The pool of the heavyweights pits world champions New Zealand against southern-hemisphere rivals South Africa.
The two teams lock horns next weekend in what is expected to be the match of the round-robin stage of the entire World Cup.
The winner of that encounter is expected to top this pool and will face the runner-up of Pool B.
As for the rest of the teams in the pool, they will be praying on a miracle to down the two top dogs.
Italy are expected to be South Africa’s biggest threat after the opener, having beaten the Springboks back in 2016.
World ranking: 4
Best World Cup: Winners 1995 and 2007.
South Africa play for territory instead of possession. They try to get the ball deep in the opposition half using the boots of halfbacks Faf de Klerk and Handre Pollard. With the ball expected to be wet because of humidity, they will test opposition wings, with Cheslin Kolbe, especially, playing a big part in the kick-chase. But it all amounts to nothing if they do get an attacking lineout from which they can launch attacks. And that’s why it will be vital that Malcolm Marx’s throw-ins are accurate.
The Boks enter the World Cup as the most dangerous underdog, winning a shortened version of the Rugby Championship this year. The first match against New Zealand next week will set the tone for their tournament. On their day, the Boks have what it takes to beat the All Blacks and having been the first team in Japan for the tournament, they are well prepared. They have as good a chance as New Zealand to lift the William Webb Ellis trophy.
Schalk Brits, Lood de Jager, Pieter-Steph du Toit, Eben Etzebeth, Steven Kitshoff, Vincent Koch, Siya Kolisi (captain), Francois Louw, Frans Malherbe, Malcolm Marx, Bongi Mbonambi, Tendai Mtawarira, Franco Mostert, Trevor Nyakane, Kwagga Smith, RG Snyman, Duane Vermeulen, Lukhanyo Am, Damian de Allende, Faf de Klerk, Warrick Gelant, Elton Jantjies, Herschel Jantjies, Cheslin Kolbe, Jesse Kriel, Makazole Mapimpi, Sbu Nkosi, Willie le Roux, Handre Pollard, Cobus Reinach, Frans Steyn.
World ranking: 2
Best World Cup: Winners 1987, 2011 and 2015.
The All Blacks are dangerous all over the park.
Because of that, they need a strong link between forwards and backs.
They’ve got the players – scrumhalves Aaron Smith, TJ Perenara and Brad Weber, flyhalves Beauden Barrett and Richie Mo’Unga. But with Barrett having played out of position at fullback of late, coach Steve Hansen’s team need the former World Player of the Year at his best in his preferred position if they want to successfully defend their title.

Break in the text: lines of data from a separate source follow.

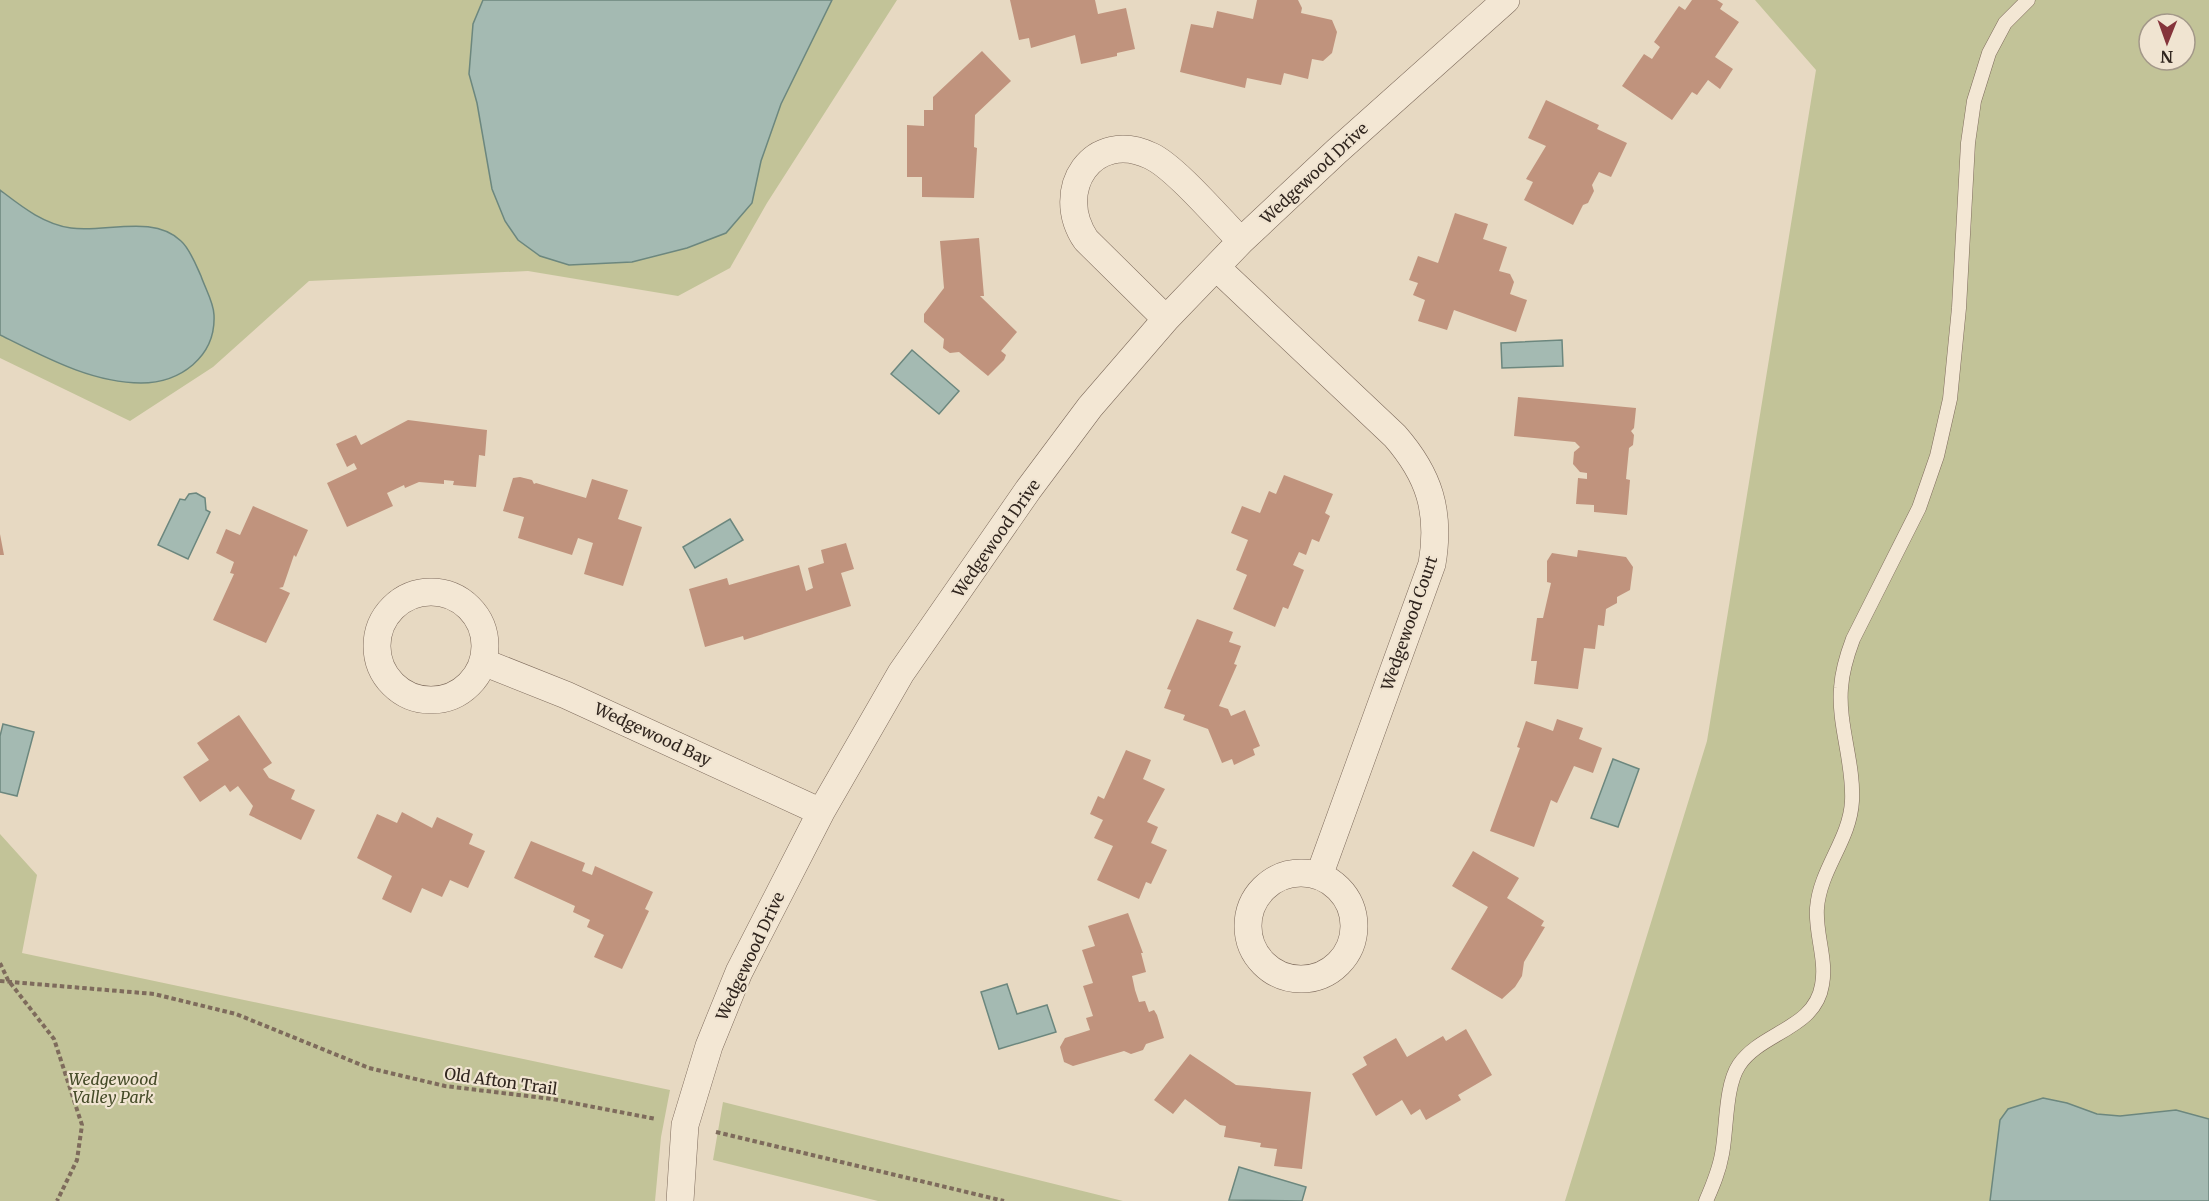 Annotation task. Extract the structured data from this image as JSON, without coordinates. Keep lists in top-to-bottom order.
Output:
{
  "streets": {
    "street": ["Wedgewood Drive", "Wedgewood Court", "Wedgewood Bay"],
    "path": ["Old Afton Trail"]
  },
  "crossings": [
    ["Wedgewood Drive", "Wedgewood Court"],
    ["Wedgewood Drive", "Wedgewood Bay"],
    ["Wedgewood Drive", "Old Afton Trail"]
  ],
  "parks": ["Wedgewood Valley Park"],
  "north": "bottom"
}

Yes, the All Blacks have lost some of their fear factor and they’re not ranked first heading into the tournament. But only a fool will write them off as favourites to win the tournament. They are the team to beat and will be on the radar of every single team this year.

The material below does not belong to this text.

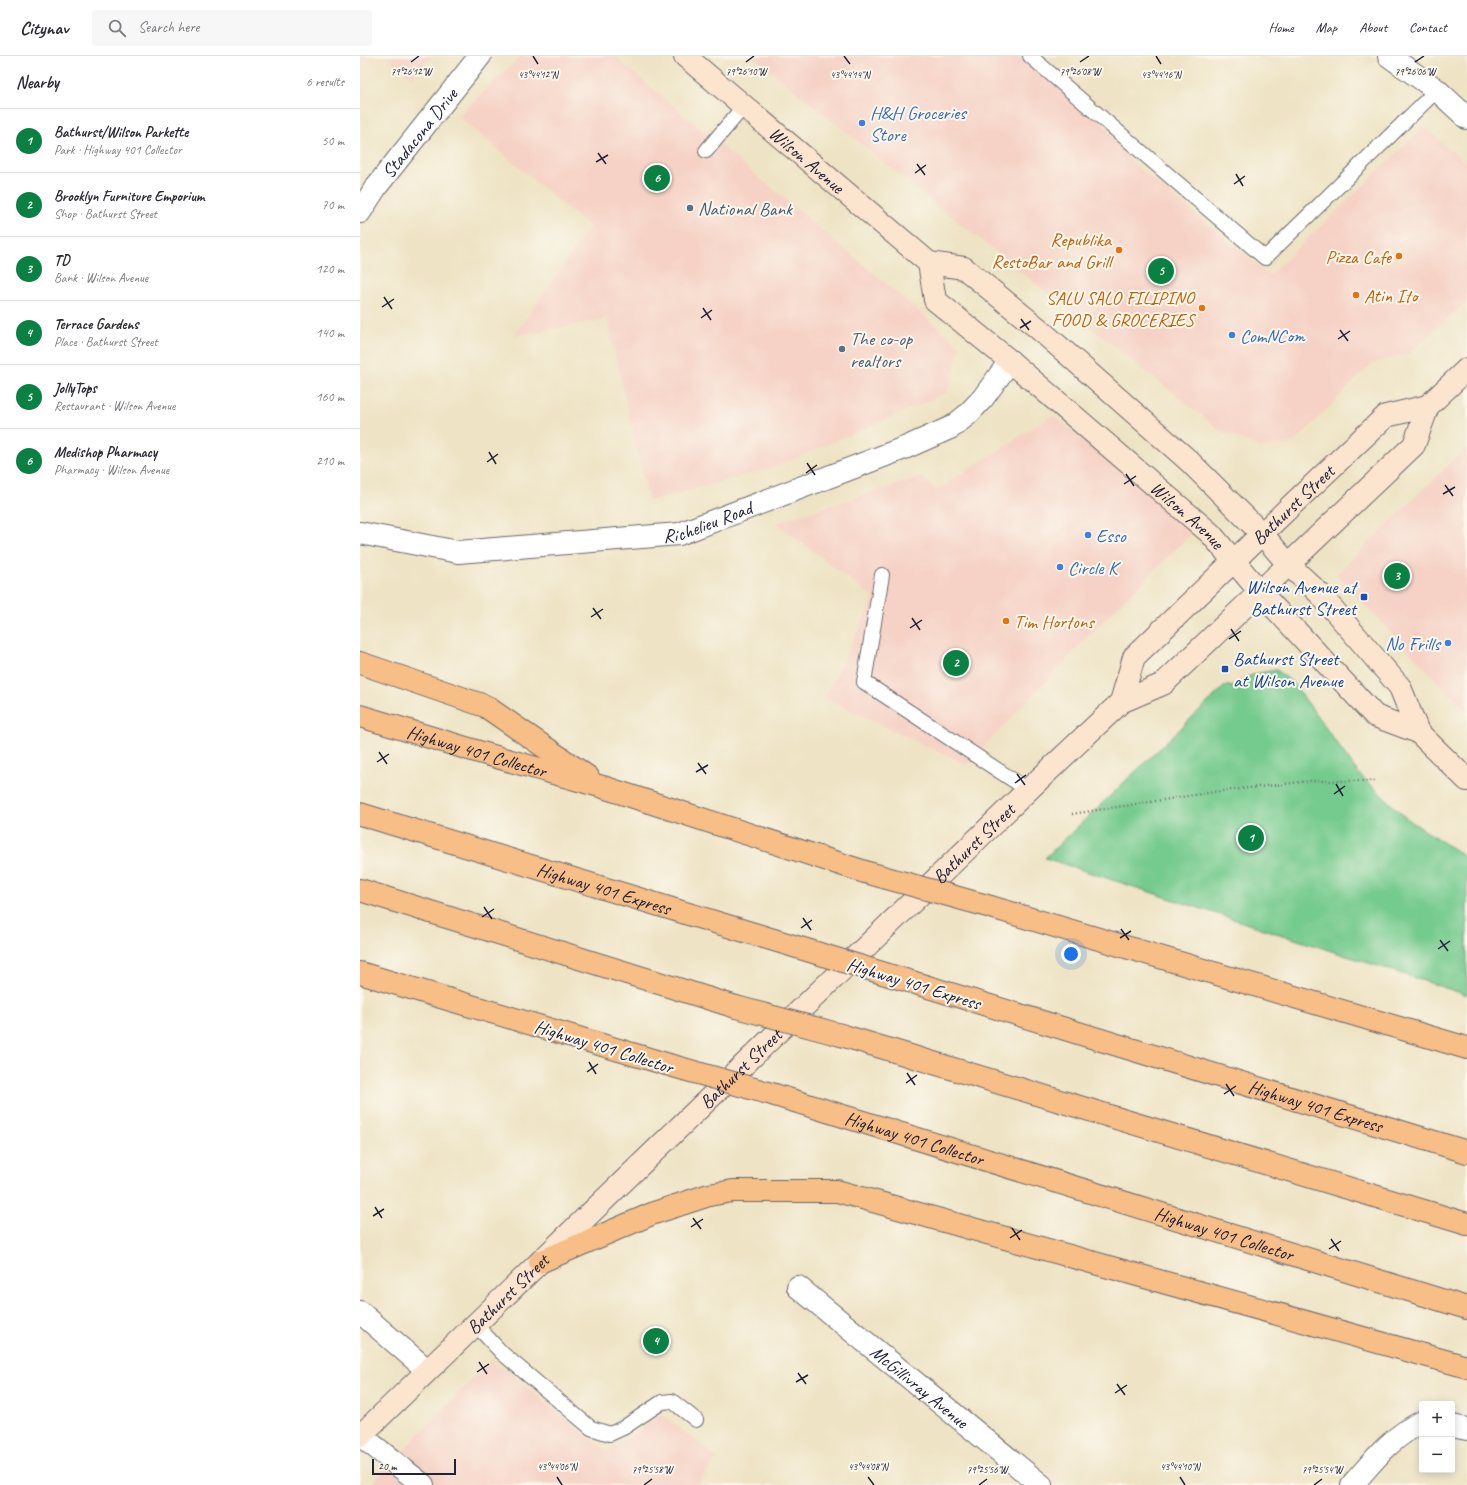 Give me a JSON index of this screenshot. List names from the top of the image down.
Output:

Dane Coles, Codie Taylor, Liam Coltman, Atu Moli, Nepo Laulala, Joe Moody, Angus Ta’avao, Ofa Tu’ungafasi, Brodie Retallick, Scott Barrett, Sam Whitelock, Patrick Tuipulotu, Kieran Read (captain), Sam Cane, Ardie Savea, Matt Todd, Luke Jacobson, TJ Perenara, Aaron Smith, Brad Weber, Beauden Barrett, Richie Mo’unga, Jack Goodhue, Anton Lienert-Brown, Ryan Crotty, Sonny Bill Williams, Jordie Barrett, George Bridge, Rieko Ioane, Sevu Reece, Ben Smith.

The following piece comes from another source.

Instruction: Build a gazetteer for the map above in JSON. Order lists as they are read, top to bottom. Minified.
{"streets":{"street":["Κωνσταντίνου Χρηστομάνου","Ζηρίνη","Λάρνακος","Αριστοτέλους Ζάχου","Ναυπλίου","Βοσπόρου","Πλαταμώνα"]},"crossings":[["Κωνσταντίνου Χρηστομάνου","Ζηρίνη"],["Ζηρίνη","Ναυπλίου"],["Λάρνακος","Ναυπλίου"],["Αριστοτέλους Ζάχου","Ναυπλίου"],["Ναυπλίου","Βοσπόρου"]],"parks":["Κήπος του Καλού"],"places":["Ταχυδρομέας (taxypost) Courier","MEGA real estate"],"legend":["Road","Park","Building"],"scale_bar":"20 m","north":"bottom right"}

☀️ Bucket hats, sun screen and hydration are key as temperatures soar in Kashiwa. Get the full update on the All Blacks first day in Japan from coach Steve Hansen. 👇🏽👇🏽👇🏽 pic.twitter.com/TTyZAvE00u— All Blacks (@AllBlacks) September 10, 2019
World ranking: 14
Best World Cup: Pool stage 1987, 1991, 1995, 1999, 2003, 2007, 2011 and 2015.
There can only be one, Sergio Parisse. The No.8 is Italy’s most-capped player ever, the only player from the country to be nominated for the World Rugby Player of the Year award and will also play in his fifth World Cup campaign.
The captain is Italian rugby.
After beating South Africa 20-18 back in 2016, the Italians will target a win over the Springboks to advance to the knockout stage of the competition for the first time ever. Their recent record, though, doesn’t look well. Not a single win in this year’s Six Nations, their only win this year was against Russia. And while the South Africans will talk up their threat, they shouldn’t be much of a match for the Springboks.
Simone Ferrari, Andrea Lovotti, Tiziano Pasquali, Nicola Quaglio, Marco Riccioni, Federico Zani, Luca Bigi, Oliviero Fabiani, Leonardo Ghiraldini, Dean Budd, Federico Ruzza, David Sisi, Alessandro Zanni, Maxime Mbanda, Sebastian Negri, Sergio Parisse (captain), Jake Polledri, Abraham Steyn, Callum Braley, Guglielmo Palazzani, Tito Tebaldi, Tommaso Allan, Carlo Canna, Tommaso Benvenuti, Michele Campagnaro, Luca Morisi, Mattia Bellini, Giulio Bisegni, Jayden Hayward, Matteo Minozzi, Edoardo Padovani.
World ranking: 23
Best World Cup: Pool stage 1999-2015.
Namibia have a number of guys that have played at World Cups before, so experience won’t be an issue for them. Scrumhalf Eugene Jantjies, for example, will play in his fourth World Cup in Japan. But it will be ex-Cheetahs hooker Torsten van Jaarsveld that will be their key man.
They will not make it to the next round of the competition. Instead, playing against the All Blacks and the Springboks at the World Cup will be as big as it gets for these players.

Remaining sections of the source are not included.